ASSIGNED TASK
Among the entries below, one stretch runs from the line that contains "1026px,172px 1086px,88px 1090px,73px" through the line that contains "1057px,1087px 1079px,1071px 1117px,999px". Repeat that stretch exactly, ends included, and only that.

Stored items

***

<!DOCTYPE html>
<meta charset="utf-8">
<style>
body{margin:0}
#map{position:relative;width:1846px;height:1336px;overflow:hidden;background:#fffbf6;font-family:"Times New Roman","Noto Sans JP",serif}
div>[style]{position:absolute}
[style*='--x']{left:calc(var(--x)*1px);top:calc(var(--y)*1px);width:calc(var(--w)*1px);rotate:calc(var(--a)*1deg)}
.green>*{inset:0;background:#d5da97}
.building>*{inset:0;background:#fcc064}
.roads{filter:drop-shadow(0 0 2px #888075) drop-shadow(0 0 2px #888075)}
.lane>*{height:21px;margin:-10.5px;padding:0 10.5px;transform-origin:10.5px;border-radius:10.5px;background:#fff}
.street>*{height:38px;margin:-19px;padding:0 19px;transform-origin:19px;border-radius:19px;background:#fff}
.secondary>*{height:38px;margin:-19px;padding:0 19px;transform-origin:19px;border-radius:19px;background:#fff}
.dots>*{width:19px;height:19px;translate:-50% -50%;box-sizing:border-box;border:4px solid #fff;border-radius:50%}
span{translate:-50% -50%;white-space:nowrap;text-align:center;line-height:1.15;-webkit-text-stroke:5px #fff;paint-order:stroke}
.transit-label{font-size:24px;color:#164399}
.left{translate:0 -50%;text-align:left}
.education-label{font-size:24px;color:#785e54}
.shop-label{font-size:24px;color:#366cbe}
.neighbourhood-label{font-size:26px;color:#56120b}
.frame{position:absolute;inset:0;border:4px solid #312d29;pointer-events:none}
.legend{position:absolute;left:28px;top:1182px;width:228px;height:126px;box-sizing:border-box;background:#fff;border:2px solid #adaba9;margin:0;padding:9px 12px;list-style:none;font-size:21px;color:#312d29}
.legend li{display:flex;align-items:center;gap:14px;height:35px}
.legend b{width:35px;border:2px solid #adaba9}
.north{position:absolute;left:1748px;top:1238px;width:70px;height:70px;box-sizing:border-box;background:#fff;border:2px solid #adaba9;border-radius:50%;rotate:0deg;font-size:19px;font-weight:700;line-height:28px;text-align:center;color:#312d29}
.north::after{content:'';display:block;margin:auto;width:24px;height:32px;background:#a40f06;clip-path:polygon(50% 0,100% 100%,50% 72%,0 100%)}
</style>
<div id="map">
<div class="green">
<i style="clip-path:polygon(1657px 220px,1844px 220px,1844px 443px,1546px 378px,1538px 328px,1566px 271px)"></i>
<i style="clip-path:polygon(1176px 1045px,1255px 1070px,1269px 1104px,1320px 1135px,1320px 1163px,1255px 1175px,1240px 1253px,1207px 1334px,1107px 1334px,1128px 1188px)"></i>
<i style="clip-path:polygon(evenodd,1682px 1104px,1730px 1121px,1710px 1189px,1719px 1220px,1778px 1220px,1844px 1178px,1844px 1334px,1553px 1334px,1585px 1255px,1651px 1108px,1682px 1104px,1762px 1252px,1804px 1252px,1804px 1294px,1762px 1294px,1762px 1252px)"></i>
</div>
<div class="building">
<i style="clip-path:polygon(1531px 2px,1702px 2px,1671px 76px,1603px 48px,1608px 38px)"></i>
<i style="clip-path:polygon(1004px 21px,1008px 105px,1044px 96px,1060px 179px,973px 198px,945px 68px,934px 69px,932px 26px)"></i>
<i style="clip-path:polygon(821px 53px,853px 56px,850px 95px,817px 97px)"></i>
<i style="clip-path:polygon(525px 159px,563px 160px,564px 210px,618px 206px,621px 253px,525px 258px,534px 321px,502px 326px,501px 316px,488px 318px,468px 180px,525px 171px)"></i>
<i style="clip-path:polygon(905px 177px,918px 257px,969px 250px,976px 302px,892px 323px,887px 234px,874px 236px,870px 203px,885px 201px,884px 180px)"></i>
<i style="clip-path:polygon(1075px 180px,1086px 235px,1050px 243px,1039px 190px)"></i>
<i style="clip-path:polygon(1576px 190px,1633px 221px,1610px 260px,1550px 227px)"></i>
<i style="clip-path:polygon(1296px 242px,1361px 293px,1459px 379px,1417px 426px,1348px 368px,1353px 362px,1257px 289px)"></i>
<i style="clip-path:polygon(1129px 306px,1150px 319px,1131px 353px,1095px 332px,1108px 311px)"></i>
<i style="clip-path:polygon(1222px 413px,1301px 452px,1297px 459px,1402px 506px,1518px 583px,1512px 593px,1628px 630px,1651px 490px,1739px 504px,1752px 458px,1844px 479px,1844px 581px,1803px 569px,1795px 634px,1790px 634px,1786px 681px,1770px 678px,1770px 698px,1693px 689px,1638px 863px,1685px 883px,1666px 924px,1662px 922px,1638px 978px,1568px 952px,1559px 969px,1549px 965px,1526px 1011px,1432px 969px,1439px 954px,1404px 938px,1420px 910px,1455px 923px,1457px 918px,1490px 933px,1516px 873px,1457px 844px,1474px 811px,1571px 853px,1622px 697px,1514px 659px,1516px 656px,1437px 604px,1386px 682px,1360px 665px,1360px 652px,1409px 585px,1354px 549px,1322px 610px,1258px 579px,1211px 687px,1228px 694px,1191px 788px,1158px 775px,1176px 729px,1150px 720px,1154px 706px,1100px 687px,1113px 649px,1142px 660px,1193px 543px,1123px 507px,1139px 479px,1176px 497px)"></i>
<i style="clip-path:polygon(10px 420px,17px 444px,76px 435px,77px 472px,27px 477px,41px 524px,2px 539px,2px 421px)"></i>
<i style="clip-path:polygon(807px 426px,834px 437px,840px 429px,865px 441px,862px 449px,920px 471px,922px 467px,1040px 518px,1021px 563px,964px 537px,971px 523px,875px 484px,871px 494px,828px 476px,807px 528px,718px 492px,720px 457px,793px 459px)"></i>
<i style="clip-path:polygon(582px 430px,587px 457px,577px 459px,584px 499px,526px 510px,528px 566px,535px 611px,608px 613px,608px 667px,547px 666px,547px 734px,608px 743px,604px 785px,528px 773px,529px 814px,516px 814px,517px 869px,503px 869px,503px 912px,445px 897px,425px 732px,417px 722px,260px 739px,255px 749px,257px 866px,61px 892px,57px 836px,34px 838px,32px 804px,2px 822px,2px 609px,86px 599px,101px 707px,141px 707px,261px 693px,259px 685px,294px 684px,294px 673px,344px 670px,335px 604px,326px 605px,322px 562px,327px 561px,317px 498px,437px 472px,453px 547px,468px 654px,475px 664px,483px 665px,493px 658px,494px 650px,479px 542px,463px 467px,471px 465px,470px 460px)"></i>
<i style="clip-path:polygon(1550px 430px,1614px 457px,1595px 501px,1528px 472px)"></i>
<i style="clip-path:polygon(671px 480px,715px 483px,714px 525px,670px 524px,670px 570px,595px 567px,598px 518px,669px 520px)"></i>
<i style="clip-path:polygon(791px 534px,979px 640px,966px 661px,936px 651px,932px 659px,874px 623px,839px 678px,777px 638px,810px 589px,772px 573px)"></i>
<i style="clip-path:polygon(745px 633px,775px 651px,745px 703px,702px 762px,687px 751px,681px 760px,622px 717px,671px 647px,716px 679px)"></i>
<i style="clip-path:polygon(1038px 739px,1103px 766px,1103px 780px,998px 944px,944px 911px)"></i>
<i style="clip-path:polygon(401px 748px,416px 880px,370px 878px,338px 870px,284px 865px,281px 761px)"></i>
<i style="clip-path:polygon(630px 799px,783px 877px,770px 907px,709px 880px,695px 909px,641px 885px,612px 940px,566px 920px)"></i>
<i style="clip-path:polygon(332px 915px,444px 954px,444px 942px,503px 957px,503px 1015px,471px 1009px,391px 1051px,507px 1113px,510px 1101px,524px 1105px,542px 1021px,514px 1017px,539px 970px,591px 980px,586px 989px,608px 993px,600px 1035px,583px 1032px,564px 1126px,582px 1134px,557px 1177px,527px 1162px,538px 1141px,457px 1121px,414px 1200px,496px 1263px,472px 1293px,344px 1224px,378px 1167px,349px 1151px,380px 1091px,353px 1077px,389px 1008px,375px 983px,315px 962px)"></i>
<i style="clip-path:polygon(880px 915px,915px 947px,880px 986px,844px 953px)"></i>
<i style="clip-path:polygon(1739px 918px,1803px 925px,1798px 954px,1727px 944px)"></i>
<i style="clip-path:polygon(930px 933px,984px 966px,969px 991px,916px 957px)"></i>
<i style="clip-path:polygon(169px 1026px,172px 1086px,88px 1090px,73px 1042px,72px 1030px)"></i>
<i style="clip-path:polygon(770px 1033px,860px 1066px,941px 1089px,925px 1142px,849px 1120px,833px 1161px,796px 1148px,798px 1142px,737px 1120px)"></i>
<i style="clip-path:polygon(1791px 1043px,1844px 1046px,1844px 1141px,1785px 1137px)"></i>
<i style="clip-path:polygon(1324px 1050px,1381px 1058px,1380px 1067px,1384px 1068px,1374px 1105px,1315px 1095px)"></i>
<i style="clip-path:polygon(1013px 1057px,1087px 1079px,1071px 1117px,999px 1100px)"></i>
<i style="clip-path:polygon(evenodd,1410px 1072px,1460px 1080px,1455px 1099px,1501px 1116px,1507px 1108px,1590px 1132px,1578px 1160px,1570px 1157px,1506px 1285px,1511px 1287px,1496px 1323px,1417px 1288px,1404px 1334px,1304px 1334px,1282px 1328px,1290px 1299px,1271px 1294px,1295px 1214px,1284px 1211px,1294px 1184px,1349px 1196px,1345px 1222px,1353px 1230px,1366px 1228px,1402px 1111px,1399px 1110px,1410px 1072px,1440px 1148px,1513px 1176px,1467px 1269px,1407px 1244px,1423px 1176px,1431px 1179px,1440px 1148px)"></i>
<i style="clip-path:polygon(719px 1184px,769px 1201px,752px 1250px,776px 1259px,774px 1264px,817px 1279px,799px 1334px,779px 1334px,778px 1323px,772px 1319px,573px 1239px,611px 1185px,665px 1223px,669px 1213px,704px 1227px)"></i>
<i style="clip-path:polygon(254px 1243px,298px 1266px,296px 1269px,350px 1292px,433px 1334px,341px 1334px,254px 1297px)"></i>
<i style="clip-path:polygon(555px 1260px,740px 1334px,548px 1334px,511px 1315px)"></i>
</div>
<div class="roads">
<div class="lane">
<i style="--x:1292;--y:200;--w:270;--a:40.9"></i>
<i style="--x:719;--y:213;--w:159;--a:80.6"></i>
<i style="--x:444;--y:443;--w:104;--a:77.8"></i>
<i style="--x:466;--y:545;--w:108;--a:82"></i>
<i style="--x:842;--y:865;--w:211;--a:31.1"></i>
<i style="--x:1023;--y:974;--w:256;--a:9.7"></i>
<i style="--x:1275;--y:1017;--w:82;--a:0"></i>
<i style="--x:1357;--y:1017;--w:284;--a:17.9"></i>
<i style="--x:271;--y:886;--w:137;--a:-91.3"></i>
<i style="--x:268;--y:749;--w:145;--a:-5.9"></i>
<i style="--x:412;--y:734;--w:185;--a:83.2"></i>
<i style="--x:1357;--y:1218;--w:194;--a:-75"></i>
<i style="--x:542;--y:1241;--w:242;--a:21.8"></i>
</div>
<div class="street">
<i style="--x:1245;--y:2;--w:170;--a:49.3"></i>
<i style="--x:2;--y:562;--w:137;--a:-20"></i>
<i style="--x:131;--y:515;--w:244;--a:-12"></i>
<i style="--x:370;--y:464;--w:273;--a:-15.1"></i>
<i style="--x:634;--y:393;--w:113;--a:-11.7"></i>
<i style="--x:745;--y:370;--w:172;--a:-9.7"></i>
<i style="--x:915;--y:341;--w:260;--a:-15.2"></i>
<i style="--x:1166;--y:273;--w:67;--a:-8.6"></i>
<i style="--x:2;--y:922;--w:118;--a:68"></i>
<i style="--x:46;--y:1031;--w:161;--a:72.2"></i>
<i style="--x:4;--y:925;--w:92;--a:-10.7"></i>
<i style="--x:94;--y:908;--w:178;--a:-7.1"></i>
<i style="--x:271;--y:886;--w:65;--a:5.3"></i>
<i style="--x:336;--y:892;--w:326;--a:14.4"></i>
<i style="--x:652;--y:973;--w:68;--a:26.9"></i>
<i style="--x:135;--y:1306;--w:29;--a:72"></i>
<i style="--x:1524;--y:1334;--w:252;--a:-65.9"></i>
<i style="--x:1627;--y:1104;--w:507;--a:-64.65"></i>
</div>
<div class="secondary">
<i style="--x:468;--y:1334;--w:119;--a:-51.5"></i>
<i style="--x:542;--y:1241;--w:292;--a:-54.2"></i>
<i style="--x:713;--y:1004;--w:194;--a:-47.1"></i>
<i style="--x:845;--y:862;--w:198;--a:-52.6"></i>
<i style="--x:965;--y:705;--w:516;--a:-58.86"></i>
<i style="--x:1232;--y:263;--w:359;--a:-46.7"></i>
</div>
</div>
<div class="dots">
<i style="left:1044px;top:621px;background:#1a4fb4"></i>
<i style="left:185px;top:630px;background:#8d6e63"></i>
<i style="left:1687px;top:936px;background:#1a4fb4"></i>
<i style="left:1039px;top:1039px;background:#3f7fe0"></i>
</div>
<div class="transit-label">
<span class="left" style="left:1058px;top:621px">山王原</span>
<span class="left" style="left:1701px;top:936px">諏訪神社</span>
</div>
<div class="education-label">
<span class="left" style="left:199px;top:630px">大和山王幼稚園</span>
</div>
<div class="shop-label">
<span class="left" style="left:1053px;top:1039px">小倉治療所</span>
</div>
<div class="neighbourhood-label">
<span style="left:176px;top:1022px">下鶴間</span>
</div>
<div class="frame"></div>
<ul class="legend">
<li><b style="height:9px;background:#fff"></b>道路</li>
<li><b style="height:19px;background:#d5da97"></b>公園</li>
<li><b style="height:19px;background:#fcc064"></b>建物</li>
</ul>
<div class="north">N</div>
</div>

***

SOLUTION FOR THIS EXERCISE
<i style="clip-path:polygon(169px 1026px,172px 1086px,88px 1090px,73px 1042px,72px 1030px)"></i>
<i style="clip-path:polygon(770px 1033px,860px 1066px,941px 1089px,925px 1142px,849px 1120px,833px 1161px,796px 1148px,798px 1142px,737px 1120px)"></i>
<i style="clip-path:polygon(1791px 1043px,1844px 1046px,1844px 1141px,1785px 1137px)"></i>
<i style="clip-path:polygon(1324px 1050px,1381px 1058px,1380px 1067px,1384px 1068px,1374px 1105px,1315px 1095px)"></i>
<i style="clip-path:polygon(1013px 1057px,1087px 1079px,1071px 1117px,999px 1100px)"></i>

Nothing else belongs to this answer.